Data for this task Start Marker
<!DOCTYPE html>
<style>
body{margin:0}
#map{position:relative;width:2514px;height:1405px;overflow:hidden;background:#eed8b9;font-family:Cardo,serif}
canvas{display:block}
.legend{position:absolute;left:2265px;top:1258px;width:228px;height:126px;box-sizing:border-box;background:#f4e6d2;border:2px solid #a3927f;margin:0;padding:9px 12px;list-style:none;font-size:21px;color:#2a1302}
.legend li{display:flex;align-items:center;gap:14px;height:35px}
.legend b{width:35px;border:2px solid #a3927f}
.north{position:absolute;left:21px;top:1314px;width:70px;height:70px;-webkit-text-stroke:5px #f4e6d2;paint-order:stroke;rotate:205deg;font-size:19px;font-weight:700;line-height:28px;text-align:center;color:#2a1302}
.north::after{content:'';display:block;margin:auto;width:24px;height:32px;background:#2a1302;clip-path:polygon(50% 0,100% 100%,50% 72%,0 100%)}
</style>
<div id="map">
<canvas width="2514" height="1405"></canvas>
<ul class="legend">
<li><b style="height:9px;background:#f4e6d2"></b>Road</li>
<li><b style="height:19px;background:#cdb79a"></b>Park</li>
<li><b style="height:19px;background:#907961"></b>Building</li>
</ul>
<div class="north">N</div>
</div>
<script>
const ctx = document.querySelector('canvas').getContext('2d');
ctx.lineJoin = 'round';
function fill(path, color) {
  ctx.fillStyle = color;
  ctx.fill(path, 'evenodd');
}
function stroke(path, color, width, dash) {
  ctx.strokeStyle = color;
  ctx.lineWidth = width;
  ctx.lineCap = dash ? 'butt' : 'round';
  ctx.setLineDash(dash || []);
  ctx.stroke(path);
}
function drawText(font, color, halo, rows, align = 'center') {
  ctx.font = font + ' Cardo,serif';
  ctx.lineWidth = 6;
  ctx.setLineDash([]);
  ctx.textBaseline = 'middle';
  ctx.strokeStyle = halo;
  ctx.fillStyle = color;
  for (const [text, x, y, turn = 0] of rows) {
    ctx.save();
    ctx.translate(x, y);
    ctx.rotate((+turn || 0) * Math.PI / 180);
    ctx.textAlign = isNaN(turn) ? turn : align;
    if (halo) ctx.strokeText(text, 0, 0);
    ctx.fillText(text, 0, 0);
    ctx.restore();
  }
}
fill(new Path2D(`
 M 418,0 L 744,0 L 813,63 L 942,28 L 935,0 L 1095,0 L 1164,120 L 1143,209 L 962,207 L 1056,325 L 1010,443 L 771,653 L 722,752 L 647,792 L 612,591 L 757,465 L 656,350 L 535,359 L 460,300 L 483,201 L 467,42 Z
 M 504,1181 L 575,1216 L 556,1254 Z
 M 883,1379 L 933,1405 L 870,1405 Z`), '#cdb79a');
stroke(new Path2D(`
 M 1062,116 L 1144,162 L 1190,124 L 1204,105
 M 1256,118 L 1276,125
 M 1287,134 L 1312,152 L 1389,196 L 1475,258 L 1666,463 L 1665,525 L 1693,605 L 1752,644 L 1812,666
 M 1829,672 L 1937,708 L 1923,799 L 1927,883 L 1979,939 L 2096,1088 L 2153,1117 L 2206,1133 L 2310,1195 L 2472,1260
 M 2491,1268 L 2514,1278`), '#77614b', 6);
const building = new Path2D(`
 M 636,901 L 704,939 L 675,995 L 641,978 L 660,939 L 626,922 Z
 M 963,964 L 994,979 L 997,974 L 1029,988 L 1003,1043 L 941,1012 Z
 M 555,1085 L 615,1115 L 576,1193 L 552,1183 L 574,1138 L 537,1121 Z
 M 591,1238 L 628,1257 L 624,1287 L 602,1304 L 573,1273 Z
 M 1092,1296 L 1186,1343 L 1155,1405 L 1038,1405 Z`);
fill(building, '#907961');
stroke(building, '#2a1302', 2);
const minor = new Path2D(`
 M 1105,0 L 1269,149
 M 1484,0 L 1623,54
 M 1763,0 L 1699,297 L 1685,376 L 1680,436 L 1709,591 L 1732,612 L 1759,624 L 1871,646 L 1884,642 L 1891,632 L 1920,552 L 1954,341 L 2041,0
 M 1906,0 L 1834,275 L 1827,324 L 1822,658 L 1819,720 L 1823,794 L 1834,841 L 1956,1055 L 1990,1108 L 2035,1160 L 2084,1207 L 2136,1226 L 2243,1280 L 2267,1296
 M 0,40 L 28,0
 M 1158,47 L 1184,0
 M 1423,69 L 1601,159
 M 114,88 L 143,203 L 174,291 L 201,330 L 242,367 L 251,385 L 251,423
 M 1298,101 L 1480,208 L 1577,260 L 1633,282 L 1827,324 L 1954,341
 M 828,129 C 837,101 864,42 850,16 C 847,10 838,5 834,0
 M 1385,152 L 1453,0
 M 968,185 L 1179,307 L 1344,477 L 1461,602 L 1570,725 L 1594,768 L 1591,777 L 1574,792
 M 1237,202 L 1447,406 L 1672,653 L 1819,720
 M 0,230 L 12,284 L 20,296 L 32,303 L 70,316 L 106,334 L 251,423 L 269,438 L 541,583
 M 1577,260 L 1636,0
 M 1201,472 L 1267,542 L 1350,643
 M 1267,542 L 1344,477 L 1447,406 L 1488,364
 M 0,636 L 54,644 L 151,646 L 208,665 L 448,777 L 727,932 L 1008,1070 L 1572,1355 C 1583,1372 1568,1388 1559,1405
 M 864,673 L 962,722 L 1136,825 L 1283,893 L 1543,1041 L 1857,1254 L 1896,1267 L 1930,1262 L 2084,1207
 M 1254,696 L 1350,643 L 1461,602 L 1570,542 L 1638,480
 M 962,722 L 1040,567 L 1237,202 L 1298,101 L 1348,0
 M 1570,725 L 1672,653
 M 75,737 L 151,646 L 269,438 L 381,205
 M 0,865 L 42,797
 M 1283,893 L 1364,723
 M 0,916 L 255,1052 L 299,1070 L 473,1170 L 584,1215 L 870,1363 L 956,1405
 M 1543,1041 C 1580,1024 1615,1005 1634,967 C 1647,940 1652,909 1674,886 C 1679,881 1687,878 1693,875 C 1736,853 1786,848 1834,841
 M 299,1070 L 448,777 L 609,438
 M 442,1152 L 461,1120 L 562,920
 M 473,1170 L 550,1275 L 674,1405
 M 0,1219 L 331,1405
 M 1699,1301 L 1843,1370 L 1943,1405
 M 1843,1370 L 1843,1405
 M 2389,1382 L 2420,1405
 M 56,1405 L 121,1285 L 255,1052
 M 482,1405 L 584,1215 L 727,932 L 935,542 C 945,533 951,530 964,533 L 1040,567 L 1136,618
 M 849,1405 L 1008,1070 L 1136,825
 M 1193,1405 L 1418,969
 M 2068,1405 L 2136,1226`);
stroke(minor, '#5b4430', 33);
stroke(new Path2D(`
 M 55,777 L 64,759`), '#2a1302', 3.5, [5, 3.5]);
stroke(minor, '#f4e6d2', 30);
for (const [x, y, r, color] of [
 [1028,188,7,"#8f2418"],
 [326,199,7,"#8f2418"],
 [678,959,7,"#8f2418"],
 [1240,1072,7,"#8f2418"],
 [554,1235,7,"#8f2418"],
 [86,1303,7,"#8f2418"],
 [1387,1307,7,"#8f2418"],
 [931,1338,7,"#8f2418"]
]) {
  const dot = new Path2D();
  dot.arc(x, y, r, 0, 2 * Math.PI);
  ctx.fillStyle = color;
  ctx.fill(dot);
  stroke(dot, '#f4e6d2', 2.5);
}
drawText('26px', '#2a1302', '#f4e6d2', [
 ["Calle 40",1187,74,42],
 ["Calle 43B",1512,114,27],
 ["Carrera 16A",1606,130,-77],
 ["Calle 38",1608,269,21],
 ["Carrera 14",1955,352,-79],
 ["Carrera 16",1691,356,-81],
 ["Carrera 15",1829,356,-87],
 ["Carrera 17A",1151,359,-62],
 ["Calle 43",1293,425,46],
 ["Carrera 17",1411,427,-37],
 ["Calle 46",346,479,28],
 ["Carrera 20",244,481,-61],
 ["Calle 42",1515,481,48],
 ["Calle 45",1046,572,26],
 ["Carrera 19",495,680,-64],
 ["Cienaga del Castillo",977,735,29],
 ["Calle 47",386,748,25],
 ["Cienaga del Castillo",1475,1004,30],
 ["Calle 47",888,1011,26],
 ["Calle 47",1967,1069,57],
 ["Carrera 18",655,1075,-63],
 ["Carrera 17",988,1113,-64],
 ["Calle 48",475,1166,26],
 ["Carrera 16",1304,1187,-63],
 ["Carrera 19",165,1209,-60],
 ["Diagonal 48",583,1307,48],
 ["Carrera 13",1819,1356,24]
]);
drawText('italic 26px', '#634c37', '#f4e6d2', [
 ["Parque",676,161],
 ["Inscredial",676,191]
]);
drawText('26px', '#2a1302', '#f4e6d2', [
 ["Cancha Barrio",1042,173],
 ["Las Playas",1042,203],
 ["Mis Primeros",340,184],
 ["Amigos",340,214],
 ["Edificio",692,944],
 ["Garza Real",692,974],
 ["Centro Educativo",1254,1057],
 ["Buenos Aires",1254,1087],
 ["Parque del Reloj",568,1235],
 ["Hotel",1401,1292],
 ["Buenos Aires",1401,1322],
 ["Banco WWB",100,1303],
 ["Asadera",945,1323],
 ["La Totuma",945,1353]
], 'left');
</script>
Data for this task End Marker
For the records above, give the number of lines containing the string "halo" and no other words.

**Answer section**
3